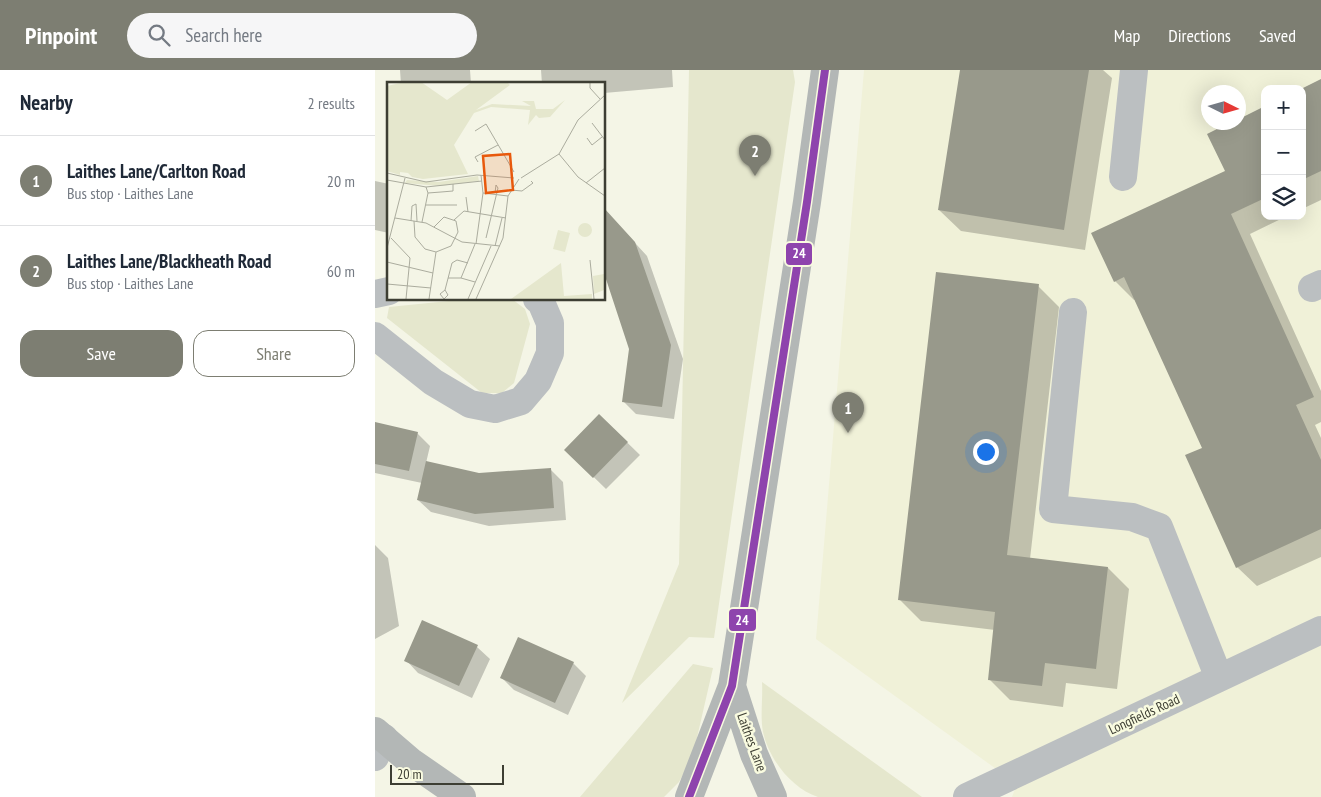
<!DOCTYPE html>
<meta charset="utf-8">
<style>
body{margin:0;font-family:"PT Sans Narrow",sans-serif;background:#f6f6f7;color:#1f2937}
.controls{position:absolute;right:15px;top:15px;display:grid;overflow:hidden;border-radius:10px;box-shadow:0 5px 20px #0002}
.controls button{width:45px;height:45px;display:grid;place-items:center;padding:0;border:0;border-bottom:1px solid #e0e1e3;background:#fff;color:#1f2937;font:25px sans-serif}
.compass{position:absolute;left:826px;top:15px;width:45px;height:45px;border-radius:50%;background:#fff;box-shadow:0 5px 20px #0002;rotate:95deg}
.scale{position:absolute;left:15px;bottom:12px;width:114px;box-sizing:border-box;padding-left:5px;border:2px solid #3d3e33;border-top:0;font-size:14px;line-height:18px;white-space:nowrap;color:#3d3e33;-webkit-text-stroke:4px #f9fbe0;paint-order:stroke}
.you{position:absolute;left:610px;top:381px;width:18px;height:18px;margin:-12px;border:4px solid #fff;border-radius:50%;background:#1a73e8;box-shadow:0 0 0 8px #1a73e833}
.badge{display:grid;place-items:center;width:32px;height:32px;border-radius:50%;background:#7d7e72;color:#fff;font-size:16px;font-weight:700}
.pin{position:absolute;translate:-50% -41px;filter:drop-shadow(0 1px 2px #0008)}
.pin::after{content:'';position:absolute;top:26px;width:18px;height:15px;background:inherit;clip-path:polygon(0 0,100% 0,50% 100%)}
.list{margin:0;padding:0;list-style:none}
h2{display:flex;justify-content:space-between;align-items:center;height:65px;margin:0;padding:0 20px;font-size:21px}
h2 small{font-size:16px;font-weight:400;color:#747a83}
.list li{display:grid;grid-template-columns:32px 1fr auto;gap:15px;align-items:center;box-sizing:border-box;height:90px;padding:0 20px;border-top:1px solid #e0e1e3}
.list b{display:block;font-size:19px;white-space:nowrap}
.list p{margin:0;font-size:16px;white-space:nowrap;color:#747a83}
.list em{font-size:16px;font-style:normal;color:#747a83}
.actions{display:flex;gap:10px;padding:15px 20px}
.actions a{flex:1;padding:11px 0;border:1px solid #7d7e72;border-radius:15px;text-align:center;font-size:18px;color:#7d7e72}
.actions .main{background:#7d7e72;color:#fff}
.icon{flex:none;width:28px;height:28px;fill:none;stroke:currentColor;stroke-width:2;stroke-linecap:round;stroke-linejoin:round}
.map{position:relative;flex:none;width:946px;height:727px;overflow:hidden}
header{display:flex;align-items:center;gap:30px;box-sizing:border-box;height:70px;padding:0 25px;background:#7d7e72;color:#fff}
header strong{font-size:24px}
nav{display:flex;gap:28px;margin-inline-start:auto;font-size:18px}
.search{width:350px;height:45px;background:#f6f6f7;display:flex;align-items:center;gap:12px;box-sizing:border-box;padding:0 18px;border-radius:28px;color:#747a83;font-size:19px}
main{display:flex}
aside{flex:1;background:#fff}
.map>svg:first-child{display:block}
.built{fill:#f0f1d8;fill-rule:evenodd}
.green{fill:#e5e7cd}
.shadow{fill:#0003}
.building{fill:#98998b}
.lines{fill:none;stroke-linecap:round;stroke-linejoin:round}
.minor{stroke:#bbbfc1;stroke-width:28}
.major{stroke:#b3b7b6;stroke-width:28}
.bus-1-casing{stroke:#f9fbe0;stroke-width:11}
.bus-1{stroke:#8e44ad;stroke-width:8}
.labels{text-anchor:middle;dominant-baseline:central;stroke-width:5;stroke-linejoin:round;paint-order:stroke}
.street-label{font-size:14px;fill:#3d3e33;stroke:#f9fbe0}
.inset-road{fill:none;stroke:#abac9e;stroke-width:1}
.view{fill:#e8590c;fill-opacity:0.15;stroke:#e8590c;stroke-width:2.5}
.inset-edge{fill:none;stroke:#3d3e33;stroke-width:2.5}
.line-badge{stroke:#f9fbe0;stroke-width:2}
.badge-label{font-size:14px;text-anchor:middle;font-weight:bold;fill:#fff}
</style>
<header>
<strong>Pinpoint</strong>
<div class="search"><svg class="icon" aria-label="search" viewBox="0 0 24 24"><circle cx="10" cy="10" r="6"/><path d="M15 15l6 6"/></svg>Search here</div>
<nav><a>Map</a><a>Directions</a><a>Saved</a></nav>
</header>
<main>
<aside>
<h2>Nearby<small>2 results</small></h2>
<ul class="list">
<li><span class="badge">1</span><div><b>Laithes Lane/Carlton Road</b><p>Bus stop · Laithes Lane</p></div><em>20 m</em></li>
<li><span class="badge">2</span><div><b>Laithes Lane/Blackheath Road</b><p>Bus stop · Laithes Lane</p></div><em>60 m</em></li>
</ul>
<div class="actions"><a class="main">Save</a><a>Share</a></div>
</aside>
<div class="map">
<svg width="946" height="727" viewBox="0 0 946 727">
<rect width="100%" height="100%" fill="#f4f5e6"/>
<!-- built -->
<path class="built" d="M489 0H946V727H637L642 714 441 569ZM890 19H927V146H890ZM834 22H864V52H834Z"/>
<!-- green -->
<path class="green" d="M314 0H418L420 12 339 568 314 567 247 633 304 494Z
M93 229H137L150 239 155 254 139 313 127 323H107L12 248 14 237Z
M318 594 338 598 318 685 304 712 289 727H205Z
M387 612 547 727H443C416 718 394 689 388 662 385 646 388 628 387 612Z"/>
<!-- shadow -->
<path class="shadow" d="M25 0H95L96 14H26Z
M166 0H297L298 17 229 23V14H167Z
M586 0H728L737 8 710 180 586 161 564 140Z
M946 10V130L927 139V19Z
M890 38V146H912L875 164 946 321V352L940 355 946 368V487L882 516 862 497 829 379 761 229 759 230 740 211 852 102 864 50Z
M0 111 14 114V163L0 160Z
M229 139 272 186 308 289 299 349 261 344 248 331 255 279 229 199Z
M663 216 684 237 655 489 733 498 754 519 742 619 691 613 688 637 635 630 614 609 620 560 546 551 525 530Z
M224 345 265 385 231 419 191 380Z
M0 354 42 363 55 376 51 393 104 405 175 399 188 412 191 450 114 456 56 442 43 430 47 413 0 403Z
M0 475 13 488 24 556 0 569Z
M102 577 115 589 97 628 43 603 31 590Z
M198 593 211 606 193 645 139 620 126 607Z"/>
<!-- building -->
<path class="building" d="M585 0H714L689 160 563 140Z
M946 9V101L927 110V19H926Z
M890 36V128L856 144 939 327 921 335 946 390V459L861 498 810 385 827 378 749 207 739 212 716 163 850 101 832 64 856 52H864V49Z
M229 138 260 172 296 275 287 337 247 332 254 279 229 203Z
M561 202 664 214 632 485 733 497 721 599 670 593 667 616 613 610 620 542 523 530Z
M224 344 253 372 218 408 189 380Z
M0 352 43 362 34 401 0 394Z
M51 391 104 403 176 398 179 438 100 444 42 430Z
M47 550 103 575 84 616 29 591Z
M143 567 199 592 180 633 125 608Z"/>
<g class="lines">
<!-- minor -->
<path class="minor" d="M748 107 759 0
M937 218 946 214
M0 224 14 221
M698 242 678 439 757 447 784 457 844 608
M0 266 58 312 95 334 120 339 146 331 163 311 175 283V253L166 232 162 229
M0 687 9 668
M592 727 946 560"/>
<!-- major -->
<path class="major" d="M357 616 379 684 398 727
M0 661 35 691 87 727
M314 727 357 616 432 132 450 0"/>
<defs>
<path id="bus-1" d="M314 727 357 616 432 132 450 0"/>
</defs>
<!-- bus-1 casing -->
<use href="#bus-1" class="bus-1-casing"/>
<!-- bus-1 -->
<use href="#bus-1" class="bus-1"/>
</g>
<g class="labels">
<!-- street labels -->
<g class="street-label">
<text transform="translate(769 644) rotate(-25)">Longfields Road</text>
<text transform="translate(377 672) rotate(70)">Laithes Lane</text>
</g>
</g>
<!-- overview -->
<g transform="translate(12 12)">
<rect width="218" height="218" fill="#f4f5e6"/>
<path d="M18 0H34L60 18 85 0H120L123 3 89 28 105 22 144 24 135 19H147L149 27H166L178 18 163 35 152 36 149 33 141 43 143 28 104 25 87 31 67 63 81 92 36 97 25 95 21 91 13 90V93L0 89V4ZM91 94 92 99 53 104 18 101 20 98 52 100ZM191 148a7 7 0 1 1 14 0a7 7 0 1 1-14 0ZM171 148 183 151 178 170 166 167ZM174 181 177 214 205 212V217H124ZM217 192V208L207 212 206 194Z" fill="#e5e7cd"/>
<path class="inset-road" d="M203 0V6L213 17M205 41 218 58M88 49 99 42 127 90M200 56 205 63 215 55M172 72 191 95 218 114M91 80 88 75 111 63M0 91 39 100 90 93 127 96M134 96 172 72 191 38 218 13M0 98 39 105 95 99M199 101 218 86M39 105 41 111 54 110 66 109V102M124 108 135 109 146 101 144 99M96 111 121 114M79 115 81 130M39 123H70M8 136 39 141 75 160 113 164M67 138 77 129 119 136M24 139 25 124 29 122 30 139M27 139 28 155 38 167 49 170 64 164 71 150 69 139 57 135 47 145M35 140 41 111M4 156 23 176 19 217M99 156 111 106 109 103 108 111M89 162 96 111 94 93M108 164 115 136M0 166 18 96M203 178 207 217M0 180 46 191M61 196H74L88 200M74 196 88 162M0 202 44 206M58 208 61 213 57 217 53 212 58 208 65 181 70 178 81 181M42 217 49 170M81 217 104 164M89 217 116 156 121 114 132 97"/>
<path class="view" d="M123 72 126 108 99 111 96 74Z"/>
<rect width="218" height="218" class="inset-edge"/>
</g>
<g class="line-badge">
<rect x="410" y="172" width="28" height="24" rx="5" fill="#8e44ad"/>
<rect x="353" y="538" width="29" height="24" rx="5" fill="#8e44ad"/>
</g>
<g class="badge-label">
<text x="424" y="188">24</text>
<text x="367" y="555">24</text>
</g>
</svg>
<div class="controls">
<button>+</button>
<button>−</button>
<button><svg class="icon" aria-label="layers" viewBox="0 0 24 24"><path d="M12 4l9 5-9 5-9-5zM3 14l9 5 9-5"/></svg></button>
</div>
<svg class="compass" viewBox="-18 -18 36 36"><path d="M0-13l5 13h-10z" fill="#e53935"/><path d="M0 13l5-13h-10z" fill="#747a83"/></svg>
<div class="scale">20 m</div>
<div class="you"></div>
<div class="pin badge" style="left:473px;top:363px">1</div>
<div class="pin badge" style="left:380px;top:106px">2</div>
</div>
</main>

※ ※ ※

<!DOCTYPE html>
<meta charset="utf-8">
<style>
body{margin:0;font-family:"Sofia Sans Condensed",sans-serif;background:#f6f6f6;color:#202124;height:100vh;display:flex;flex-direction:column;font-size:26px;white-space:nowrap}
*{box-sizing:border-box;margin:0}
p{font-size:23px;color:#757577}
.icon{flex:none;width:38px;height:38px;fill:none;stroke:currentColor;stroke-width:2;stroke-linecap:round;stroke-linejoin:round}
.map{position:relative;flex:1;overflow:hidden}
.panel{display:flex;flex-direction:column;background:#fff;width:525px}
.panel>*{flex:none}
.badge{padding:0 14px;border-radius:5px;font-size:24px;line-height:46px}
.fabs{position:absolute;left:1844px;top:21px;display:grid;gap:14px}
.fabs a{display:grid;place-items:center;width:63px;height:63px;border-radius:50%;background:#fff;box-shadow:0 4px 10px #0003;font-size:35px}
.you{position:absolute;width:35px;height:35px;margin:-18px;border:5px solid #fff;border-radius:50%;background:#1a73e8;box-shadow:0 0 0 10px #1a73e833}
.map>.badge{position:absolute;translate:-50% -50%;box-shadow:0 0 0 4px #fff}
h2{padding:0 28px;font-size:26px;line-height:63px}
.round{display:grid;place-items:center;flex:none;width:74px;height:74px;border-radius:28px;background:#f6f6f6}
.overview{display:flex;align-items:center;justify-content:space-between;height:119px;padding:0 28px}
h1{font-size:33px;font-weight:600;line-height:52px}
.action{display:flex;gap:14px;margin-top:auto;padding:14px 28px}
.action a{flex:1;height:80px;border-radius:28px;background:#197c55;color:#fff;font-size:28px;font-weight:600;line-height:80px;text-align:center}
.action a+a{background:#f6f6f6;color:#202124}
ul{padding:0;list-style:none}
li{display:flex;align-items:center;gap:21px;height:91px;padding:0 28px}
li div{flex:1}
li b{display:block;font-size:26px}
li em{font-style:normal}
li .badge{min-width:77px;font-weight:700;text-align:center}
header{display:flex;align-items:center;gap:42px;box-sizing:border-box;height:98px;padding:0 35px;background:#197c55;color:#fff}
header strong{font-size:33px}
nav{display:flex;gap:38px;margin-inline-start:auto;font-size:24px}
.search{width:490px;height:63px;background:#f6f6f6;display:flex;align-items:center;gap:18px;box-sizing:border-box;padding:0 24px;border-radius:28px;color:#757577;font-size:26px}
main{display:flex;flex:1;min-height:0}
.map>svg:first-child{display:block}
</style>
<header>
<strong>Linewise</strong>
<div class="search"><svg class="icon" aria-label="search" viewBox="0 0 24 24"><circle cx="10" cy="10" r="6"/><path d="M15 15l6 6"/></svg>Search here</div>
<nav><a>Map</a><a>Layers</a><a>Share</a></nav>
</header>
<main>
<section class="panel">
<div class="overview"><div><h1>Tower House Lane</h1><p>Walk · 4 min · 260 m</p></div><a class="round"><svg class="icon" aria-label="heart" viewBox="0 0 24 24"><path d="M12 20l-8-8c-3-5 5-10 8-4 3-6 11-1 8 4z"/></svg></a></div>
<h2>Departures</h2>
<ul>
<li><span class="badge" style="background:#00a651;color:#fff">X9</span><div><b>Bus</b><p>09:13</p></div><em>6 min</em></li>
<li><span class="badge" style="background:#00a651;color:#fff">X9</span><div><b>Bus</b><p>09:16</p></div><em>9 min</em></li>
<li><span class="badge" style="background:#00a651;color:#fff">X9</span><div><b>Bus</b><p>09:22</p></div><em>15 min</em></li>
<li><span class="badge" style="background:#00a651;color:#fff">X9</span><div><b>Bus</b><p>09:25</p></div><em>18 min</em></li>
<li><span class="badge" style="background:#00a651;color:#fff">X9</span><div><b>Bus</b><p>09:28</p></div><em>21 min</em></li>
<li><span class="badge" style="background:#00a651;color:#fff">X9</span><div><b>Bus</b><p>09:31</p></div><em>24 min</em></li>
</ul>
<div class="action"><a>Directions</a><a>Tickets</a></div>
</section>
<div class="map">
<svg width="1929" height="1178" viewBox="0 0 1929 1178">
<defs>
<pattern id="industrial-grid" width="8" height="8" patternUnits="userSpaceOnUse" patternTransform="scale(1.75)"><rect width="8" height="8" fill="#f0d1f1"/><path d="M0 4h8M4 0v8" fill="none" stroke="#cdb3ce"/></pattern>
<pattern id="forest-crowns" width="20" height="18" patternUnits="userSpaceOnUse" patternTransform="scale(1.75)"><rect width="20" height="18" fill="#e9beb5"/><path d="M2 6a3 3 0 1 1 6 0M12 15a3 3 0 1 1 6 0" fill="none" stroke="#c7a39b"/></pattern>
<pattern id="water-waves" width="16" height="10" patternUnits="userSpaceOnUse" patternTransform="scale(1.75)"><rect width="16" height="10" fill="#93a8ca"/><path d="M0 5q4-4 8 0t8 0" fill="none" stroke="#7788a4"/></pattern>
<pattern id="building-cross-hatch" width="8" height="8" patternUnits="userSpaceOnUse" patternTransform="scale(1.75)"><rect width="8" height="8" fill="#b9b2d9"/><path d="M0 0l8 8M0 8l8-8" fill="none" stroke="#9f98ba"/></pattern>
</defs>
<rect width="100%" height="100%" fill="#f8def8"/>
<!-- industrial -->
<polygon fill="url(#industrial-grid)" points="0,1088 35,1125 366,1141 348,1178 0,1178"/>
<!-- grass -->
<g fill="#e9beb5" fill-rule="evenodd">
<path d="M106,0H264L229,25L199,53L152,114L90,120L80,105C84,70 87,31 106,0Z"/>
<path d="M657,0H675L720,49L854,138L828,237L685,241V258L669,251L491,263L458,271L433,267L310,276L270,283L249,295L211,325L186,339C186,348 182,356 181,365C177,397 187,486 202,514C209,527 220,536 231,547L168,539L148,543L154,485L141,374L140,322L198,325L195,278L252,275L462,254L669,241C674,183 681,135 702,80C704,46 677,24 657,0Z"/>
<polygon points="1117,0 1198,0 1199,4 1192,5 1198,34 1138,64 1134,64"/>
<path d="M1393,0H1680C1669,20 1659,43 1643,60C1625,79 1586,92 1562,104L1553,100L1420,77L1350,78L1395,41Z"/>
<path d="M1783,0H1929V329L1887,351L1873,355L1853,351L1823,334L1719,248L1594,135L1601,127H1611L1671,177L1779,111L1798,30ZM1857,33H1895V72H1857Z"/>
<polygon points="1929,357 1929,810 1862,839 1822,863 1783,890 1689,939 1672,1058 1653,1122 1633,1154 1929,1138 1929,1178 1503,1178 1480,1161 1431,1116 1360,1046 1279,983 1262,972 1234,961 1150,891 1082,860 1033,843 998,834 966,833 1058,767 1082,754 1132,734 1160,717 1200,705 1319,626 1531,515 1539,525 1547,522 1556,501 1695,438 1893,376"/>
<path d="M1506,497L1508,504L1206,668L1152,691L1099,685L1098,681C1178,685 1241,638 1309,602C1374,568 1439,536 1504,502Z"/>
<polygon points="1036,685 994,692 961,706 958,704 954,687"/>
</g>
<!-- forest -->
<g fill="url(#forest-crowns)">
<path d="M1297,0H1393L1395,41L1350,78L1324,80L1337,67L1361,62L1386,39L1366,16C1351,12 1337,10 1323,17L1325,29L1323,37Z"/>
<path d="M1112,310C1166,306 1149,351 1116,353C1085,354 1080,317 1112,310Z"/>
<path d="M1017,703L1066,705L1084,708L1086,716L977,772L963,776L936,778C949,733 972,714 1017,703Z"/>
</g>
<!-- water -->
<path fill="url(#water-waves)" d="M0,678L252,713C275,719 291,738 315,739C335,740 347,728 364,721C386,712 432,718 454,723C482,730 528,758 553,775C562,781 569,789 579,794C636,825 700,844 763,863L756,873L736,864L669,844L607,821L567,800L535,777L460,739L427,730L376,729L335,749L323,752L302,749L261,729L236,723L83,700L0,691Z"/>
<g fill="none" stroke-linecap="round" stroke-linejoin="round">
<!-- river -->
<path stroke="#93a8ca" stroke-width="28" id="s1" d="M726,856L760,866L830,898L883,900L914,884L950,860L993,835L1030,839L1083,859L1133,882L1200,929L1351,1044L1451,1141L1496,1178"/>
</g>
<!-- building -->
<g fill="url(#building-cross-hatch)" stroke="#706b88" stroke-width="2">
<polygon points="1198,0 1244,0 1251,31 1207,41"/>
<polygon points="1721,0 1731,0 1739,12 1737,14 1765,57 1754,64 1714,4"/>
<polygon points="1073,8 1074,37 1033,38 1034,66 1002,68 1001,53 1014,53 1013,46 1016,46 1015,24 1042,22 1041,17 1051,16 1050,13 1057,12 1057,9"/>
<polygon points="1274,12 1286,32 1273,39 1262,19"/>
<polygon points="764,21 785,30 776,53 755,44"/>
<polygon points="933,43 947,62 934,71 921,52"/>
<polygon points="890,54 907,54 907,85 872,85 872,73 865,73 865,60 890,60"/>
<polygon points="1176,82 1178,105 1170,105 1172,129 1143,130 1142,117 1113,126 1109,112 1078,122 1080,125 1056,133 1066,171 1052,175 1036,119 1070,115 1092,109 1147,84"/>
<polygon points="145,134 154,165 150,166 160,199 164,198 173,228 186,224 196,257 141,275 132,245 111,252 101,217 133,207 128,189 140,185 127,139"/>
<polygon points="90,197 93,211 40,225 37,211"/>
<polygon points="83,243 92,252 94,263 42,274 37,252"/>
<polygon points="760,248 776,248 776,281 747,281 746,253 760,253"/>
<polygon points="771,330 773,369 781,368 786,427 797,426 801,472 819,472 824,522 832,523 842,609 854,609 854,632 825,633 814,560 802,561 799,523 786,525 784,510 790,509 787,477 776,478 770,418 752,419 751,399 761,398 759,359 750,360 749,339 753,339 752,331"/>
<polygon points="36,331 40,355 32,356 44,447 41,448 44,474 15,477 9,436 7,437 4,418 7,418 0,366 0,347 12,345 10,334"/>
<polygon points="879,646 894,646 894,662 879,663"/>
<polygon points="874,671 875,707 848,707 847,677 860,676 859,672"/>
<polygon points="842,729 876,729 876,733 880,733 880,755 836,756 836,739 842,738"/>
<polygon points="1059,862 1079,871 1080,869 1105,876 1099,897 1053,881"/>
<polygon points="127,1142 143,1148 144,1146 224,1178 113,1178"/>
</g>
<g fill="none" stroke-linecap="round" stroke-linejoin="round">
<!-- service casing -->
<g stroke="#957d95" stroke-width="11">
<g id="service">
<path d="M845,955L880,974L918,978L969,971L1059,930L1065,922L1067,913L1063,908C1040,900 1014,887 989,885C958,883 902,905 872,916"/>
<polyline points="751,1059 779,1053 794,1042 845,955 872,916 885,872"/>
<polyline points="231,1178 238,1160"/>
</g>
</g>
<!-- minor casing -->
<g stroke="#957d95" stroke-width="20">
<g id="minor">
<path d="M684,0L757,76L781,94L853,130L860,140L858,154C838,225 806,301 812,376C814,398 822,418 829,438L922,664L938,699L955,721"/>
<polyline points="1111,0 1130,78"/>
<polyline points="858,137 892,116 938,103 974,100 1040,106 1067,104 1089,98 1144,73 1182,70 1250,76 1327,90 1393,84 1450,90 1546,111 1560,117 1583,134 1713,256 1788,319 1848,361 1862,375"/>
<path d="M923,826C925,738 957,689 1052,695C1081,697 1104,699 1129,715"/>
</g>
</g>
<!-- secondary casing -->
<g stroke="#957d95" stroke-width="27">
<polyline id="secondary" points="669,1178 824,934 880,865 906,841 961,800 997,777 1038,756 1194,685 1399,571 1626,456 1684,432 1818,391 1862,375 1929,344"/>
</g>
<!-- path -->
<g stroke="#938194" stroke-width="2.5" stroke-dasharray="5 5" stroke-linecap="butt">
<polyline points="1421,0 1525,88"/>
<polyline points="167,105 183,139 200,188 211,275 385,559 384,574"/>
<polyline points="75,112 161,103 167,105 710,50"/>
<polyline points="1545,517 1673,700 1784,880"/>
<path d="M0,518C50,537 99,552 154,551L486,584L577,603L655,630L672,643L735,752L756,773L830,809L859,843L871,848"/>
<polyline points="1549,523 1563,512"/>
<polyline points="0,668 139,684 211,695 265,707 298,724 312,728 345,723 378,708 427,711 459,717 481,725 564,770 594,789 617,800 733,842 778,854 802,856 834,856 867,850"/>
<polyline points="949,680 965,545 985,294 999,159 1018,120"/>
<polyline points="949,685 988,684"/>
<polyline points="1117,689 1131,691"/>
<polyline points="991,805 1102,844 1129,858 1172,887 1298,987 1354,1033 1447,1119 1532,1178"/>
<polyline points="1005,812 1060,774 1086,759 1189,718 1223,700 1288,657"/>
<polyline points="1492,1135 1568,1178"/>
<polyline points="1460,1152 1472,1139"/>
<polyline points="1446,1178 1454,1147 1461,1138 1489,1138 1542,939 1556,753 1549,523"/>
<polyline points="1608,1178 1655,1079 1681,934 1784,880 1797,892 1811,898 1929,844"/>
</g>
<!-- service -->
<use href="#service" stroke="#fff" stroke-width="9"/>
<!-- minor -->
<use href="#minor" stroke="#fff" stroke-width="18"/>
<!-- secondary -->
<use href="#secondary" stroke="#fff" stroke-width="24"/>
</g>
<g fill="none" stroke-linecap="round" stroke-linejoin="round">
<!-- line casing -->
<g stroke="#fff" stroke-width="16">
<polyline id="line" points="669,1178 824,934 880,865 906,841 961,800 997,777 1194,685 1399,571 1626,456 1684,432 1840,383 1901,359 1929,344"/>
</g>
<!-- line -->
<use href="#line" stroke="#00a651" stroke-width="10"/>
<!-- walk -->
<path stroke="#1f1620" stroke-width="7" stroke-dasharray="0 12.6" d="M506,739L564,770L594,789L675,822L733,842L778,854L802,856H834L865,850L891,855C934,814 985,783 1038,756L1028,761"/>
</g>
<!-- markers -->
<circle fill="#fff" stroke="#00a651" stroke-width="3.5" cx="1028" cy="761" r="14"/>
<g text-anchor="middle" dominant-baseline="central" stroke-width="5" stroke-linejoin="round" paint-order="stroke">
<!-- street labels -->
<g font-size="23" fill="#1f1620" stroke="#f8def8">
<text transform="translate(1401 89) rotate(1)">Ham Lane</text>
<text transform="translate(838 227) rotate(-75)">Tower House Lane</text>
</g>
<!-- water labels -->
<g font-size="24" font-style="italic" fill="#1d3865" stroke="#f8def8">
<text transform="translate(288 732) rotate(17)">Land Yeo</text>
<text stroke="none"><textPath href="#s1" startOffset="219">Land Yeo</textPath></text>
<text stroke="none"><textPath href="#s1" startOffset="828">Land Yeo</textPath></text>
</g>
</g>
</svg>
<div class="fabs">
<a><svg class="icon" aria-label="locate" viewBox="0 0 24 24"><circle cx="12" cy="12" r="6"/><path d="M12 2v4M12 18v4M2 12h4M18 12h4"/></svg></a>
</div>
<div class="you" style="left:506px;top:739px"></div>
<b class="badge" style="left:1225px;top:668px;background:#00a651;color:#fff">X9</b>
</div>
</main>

※ ※ ※

WHAT YOU NEED TO DO: Note each line of the entries that has "fabs" in it, and copy those lines.

EXPECTED ANSWER:
.fabs{position:absolute;left:1844px;top:21px;display:grid;gap:14px}
.fabs a{display:grid;place-items:center;width:63px;height:63px;border-radius:50%;background:#fff;box-shadow:0 4px 10px #0003;font-size:35px}
<div class="fabs">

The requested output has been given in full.